GPIF (Japan's Government Pension Investment Fund): GPIF, the world's largest pension fund at approximately ¥200 trillion AUM, adopted a net-zero commitment through portfolio selection of ESG indices and engagement with investee companies. GPIF's approach uses low-carbon indices as the implementation vehicle and emphasizes corporate engagement alongside portfolio decarbonization — reflecting the view that the largest long-term investor cannot simply divest high-carbon sectors without affecting capital markets.

AP7 (Sweden): Swedish buffer fund AP7 has set specific portfolio temperature alignment targets and uses engagement and proxy voting as primary tools, with divestment reserved for companies with no credible climate plans. AP7's temperature alignment is reported annually against targets.

BlackRock's net-zero commitment and US political pressure: BlackRock was a major NZAMI signatory and published net-zero commitments for its stewardship activities. However, BlackRock faced significant political pressure from US state officials opposing ESG commitments, leading to reduced emphasis on net-zero language in US client communications while maintaining commitment frameworks globally. This episode illustrates the political tension around institutional net-zero commitments in the US context.

Common mistakes

Confusing portfolio alignment with real-world impact: Achieving a 1.5°C-aligned portfolio (where all holdings have net-zero targets) does not mean the real economy is on a 1.5°C path. Portfolio alignment is a financial and influence instrument — it creates incentives and signals, but real-world emission reduction requires corporate action, policy, and technological change beyond investor portfolio choices.

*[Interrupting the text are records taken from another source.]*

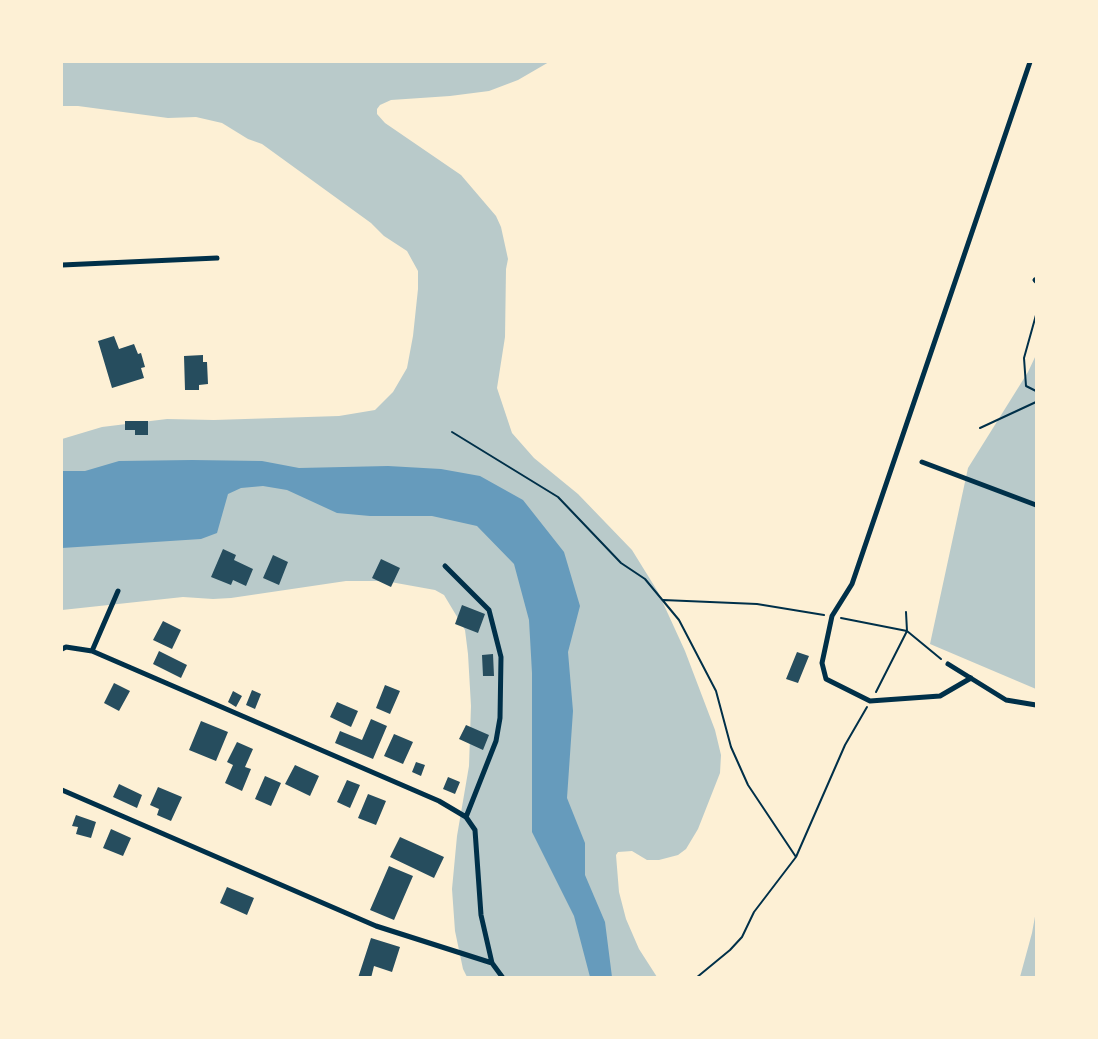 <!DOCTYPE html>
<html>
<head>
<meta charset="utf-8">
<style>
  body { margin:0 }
  #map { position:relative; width:1098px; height:1039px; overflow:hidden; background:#fdf0d5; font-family:"Exo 2",sans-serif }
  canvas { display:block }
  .frame { position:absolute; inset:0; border:63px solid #fdf0d5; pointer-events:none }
</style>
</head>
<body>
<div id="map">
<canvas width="1098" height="1039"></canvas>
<div class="frame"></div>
</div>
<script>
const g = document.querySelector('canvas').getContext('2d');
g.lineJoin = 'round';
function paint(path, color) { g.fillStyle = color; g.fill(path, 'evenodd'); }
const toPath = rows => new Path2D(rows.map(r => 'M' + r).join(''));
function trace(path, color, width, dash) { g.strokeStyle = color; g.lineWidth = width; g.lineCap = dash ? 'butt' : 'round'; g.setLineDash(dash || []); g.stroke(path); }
const green = toPath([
  [62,62,549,62,518,80,489,91,450,96,391,100,380,105,377,109,377,114,385,123,461,175,496,216,501,227,508,259,506,269,505,337,497,388,512,433,534,458,578,494,632,550,658,592,685,651,715,730,721,755,720,773,698,829,686,849,678,855,659,860,647,860,632,851,618,852,616,855,619,892,626,919,639,949,657,977,467,977,463,969,455,931,452,889,457,836,469,766,471,706,468,654,465,630,444,595,435,590,385,581,346,581,231,598,213,599,183,597,62,610,62,439,102,427,167,419,214,420,339,416,375,410,393,392,407,368,413,336,418,289,418,271,407,251,384,236,371,223,262,144,248,139,222,123,196,117,168,118,78,106,62,106],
  [1036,355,1036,689,930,644,968,468,1028,372],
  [1036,911,1036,977,1020,977,1032,933]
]);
const water = toPath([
  [192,460,262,461,299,468,388,466,441,469,480,476,523,500,564,552,580,606,568,652,573,711,567,798,585,843,585,875,605,922,612,977,590,977,574,916,532,832,532,673,529,620,514,564,477,526,432,516,370,516,337,513,287,490,263,486,241,488,228,494,217,533,201,539,62,548,62,471,85,471,119,461]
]);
const building = toPath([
  [114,336,119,349,134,344,138,354,141,353,145,367,141,368,144,378,112,388,98,341],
  [203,355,203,362,207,362,208,384,199,385,199,390,185,390,184,356],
  [125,421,148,421,148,435,135,435,135,430,125,430],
  [223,549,236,555,234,560,253,569,246,586,233,580,231,585,211,577],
  [273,555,288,562,279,585,263,578],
  [381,559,400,568,391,587,372,578],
  [462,605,485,614,478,633,455,624],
  [163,621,181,630,172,649,153,640],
  [159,651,187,665,181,678,153,664],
  [797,652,809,656,798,683,786,679],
  [493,654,494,676,483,676,482,655],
  [114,683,130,691,119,711,104,703],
  [385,685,400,691,390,714,376,708],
  [252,690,261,694,255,709,246,705],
  [233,691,242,696,236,707,228,702],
  [337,702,358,711,351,727,330,717],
  [371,719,387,726,373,759,335,743,340,731,362,740],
  [201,721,228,732,216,761,189,750],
  [466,725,489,735,483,750,459,739],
  [394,734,413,742,403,764,384,756],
  [237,742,253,749,245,767,251,769,242,791,225,783,233,765,227,762],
  [416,762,425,765,421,776,412,772],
  [295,765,319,776,310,796,285,784],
  [265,776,281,783,271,806,255,799],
  [448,777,460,782,455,794,443,789],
  [347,780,360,785,350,808,337,802],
  [119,784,142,795,137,808,113,797],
  [158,787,182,797,171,821,157,815,159,809,150,805],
  [368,794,386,801,376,825,358,818],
  [76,815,96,822,91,838,76,834,78,827,72,826],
  [111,829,131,838,123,856,103,848],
  [400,837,444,857,434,878,390,857],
  [389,866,413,876,394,920,370,910],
  [227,887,254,898,247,915,220,903],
  [371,938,400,947,392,972,374,966,371,978,358,978]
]);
const path = toPath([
  [1036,315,1024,358,1026,386,1036,391],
  [980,428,1036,402],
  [452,432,558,497,621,563,645,579,679,620,716,691,731,747,748,785,796,857],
  [663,600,757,604,824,615],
  [906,612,907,631,941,659],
  [841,618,907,631,876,692],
  [696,978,730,950,742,937,754,912,796,857,845,745,867,707]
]);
const minor = toPath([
  [62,265,217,258],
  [1035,280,1036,281],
  [922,462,1036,505],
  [445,566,489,610,501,657,500,718,496,741,466,817],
  [62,649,66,647,92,651,439,801,466,817,475,830,481,915,492,963,503,978],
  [92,651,118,591],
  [948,664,1006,700,1036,705],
  [971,678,940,696,870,701,826,679,822,663,832,616,852,584,1030,62],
  [62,790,376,926,492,963]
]);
paint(green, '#b9caca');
paint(water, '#669bbc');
paint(building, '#264d5e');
trace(path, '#003049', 2);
trace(minor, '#003049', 5);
</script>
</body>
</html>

Treating all net-zero commitments as equivalent: Net-zero commitments vary enormously in specificity, accountability, and methodological rigor. A commitment that names a 2050 target without interim milestones, methodology, or measurement framework is categorically different from a NZAOA-Protocol-compliant commitment with 2030 interim targets, sector sub-targets, and annual independent review.

FAQ

What percentage of global institutional assets are under net-zero commitments?

As of 2024, commitments under NZAMI, NZAOA, and similar coalitions cover trillions of dollars in assets. The NZAOA covered over $10 trillion in assets; NZAMI covered significantly more. However, the US political environment has led some US-based managers to reduce their public commitment language while maintaining analytical frameworks. The proportion of global institutional assets under credible, operationalized net-zero commitments (not just stated aspirations) is smaller than headline AUM figures suggest.

How should investors evaluate the credibility of a fund's net-zero alignment claim?

Key indicators: (1) Is the commitment quantified with specific interim milestones (2030 targets)? (2) Which measurement framework is used (WACI trajectory, ITR, SBTi coverage)? (3) Is the commitment subject to third-party reporting under an industry protocol (NZAMI, NZAOA)? (4) Does the annual climate report show actual progress against stated metrics? (5) Are engagement activities and outcomes disclosed alongside portfolio metrics?

Summary

Net-zero portfolio alignment involves measuring whether a portfolio's emission trajectory and holdings are consistent with Paris-aligned climate scenarios, and progressively improving that alignment over time. The primary measurement tools are WACI trajectory analysis (aligned with EU PAB/CTB requirements), portfolio temperature alignment (MSCI ITR, PACTA), and SBTi coverage. Institutional net-zero commitments through NZAMI, NZAOA, and PAII provide frameworks with varying levels of specificity. The fundamental engagement vs. divestment tension shapes how different investors approach alignment — most combine both, with engagement first and divestment as escalation. Net-zero portfolio alignment is a commitment and measurement framework, not a guarantee of real-world climate outcomes — the latter requires corporate decarbonization and policy action beyond what portfolio choices alone can achieve.